The problem: there’s no dataset for this

If you want to classify dogs, there are dozens of datasets. Flowers, cars, birds — all covered. Singapore hawker food? Nothing.

Food-101 exists (101 food categories, 101,000 images), but it has zero Singapore-specific dishes. No chicken rice. No laksa. No char kway teow. The closest matches are generic things like “fried rice” and “ramen” — not useful when you need to distinguish hokkien mee from prawn noodles.

So I had to build the dataset from scratch.


Step 1: Scraping images from DuckDuckGo

I wrote a Python script that searches DuckDuckGo Images for each dish using multiple queries:

"chicken_rice": [
    "chicken rice Singapore hawker",
    "Hainanese chicken rice plate",
    "Singapore chicken rice food",
]

Three queries per dish gives more visual variety than a single search. The script downloads up to 200 images per dish, deduplicates them by MD5 hash, validates they’re real images with Pillow (minimum 80x80 pixels), and splits them 80/10/10 into train/val/test sets.

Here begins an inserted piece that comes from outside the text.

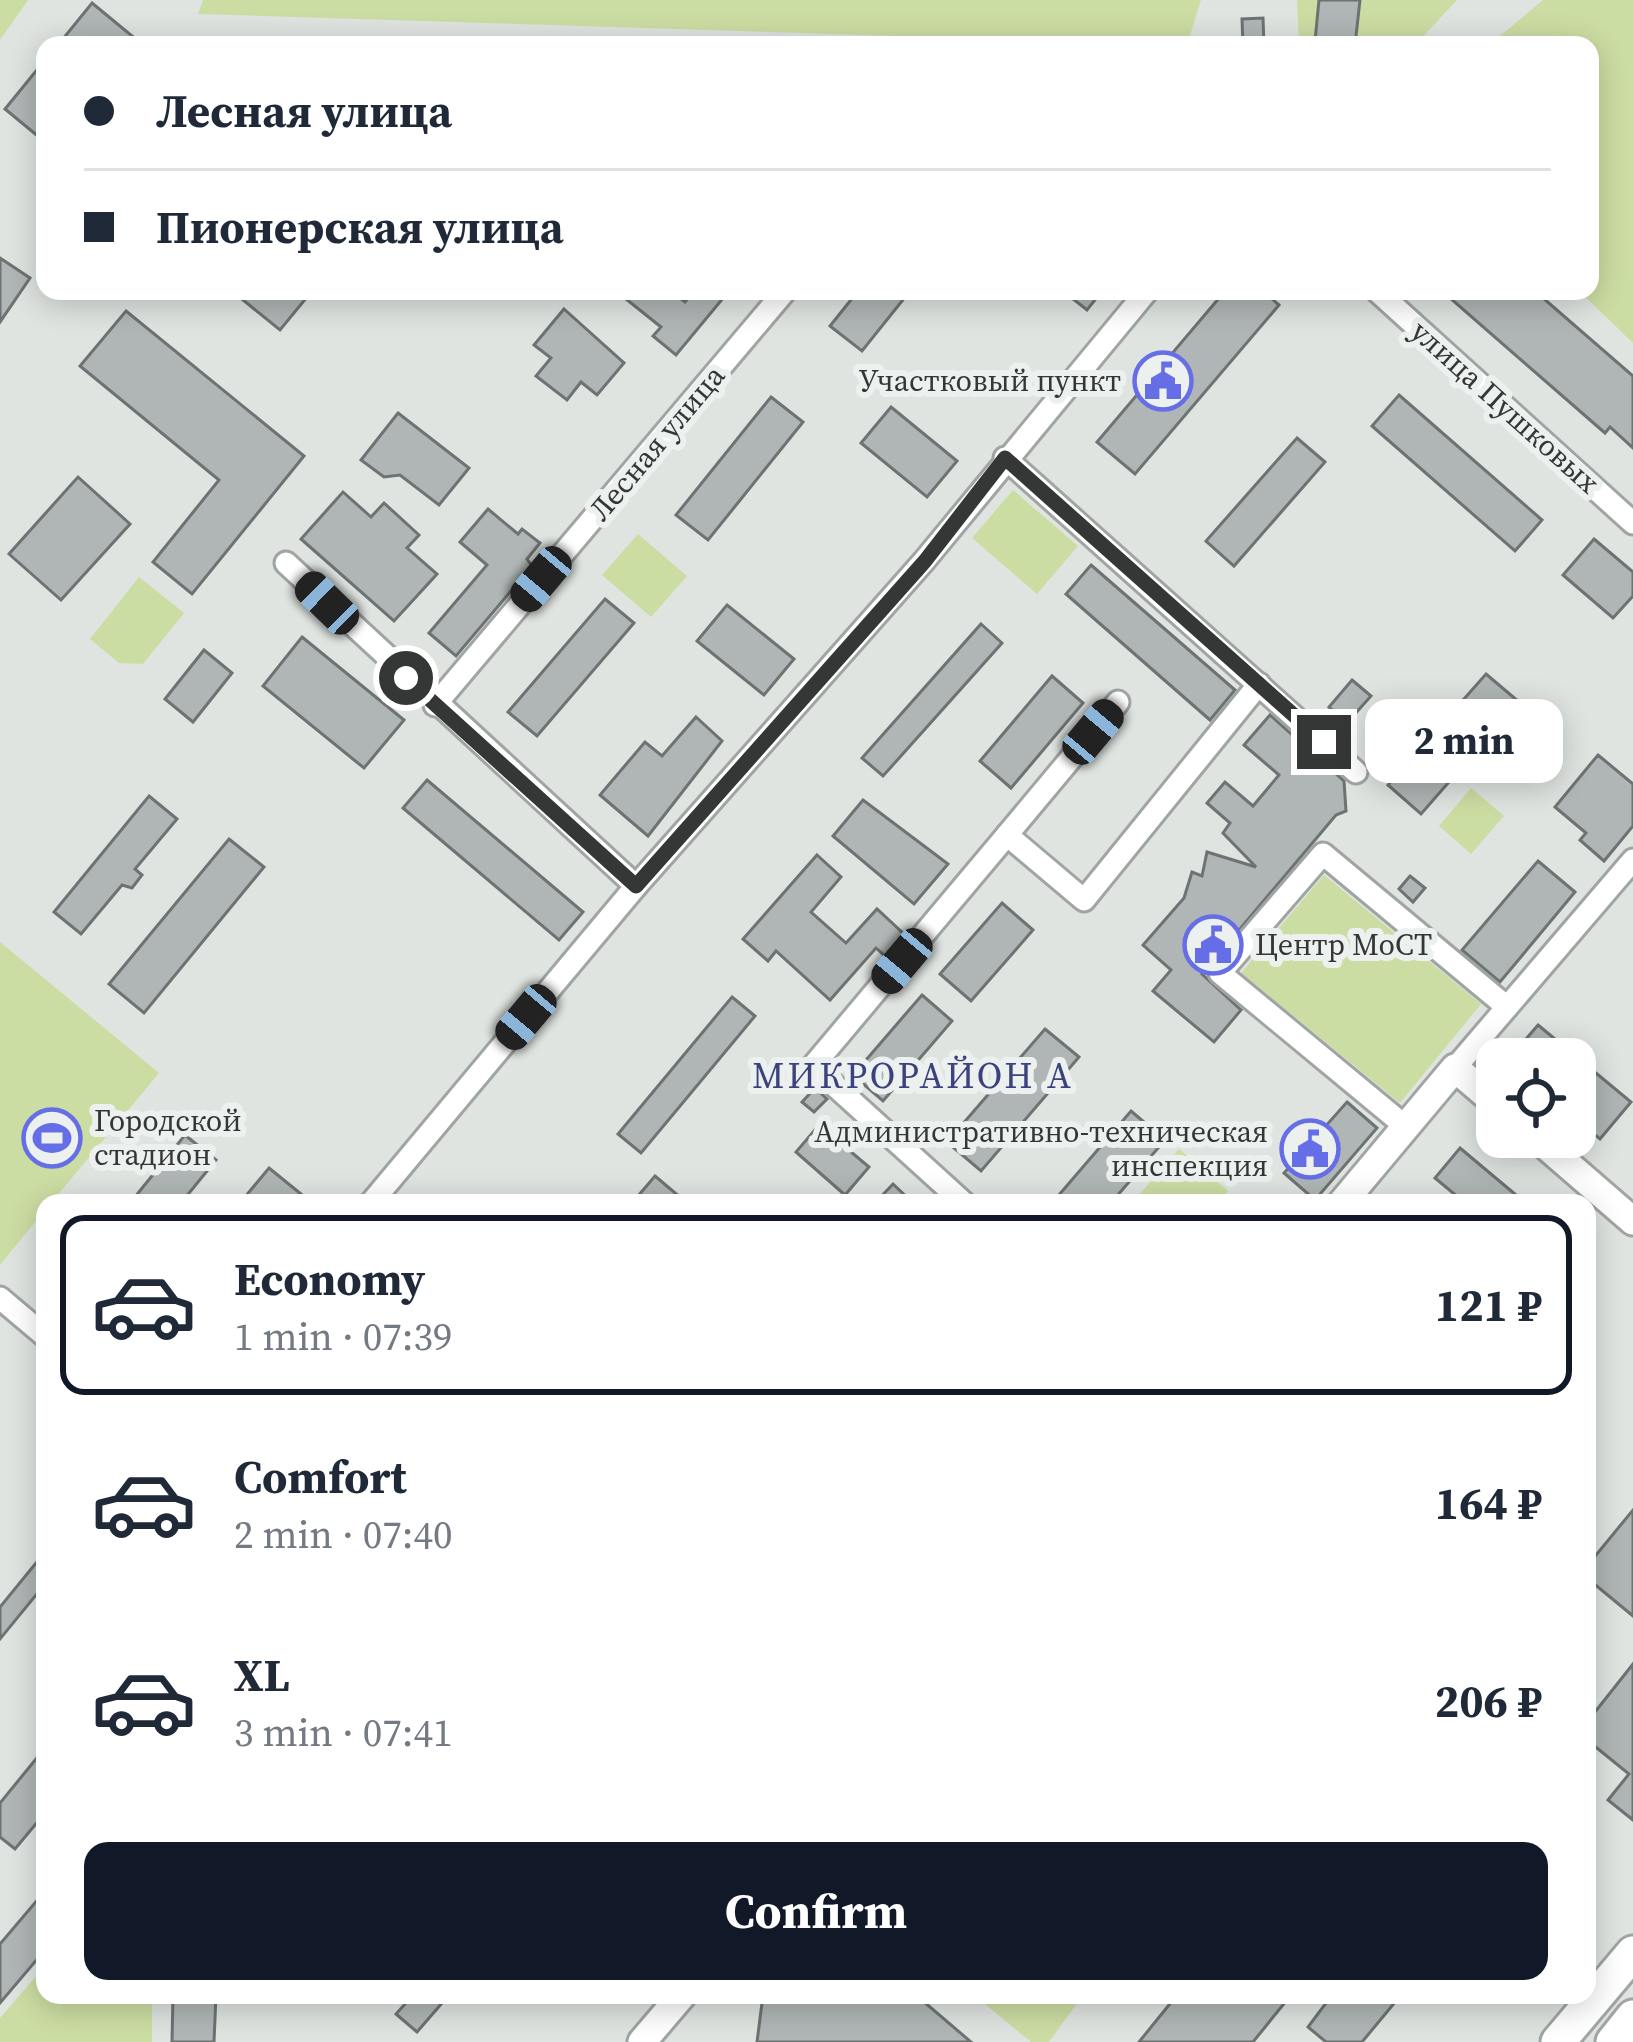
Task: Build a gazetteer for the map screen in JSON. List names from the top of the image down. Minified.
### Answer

30 dishes x 200 images = roughly 6,000 images. Total download time: about 20 minutes with rate limiting to avoid getting blocked.

What I got

Most dishes collected 150-200 images without issues. A few were harder:

DishImages collectedIssue
Chicken Rice175Easy — very popular dish
Hokkien Mee96Fewer results, mixed with pad thai
Duck Rice108Mixed with Peking duck images
Mee Rebus105Not as commonly photographed

Good enough to start training. The real problems would show up later.


Step 2: The data is noisy (and that’s normal)

Web-scraped image datasets are always noisy. When you search “carrot cake Singapore hawker”, you get:

  • Actual photos of chai tow kway (what we want)
  • Photos of Western carrot cake with cream cheese frosting (wrong)
  • Restaurant menus and signboards (useless)
  • Stock photos of random food (misleading)
  • Instagram posts with heavy filters (questionable)

I knew the data needed cleaning, but decided to train first and clean later — let the model’s mistakes tell me where the noise was worst.


Step 3: Training with transfer learning

Why EfficientNetV2-S?

I needed a model that:

  1. Works well with small datasets (4,000 images, not 4 million)
  2. Runs fast on CPU (no GPU budget for serving)
  3. Is small enough to deploy cheaply (78MB weights)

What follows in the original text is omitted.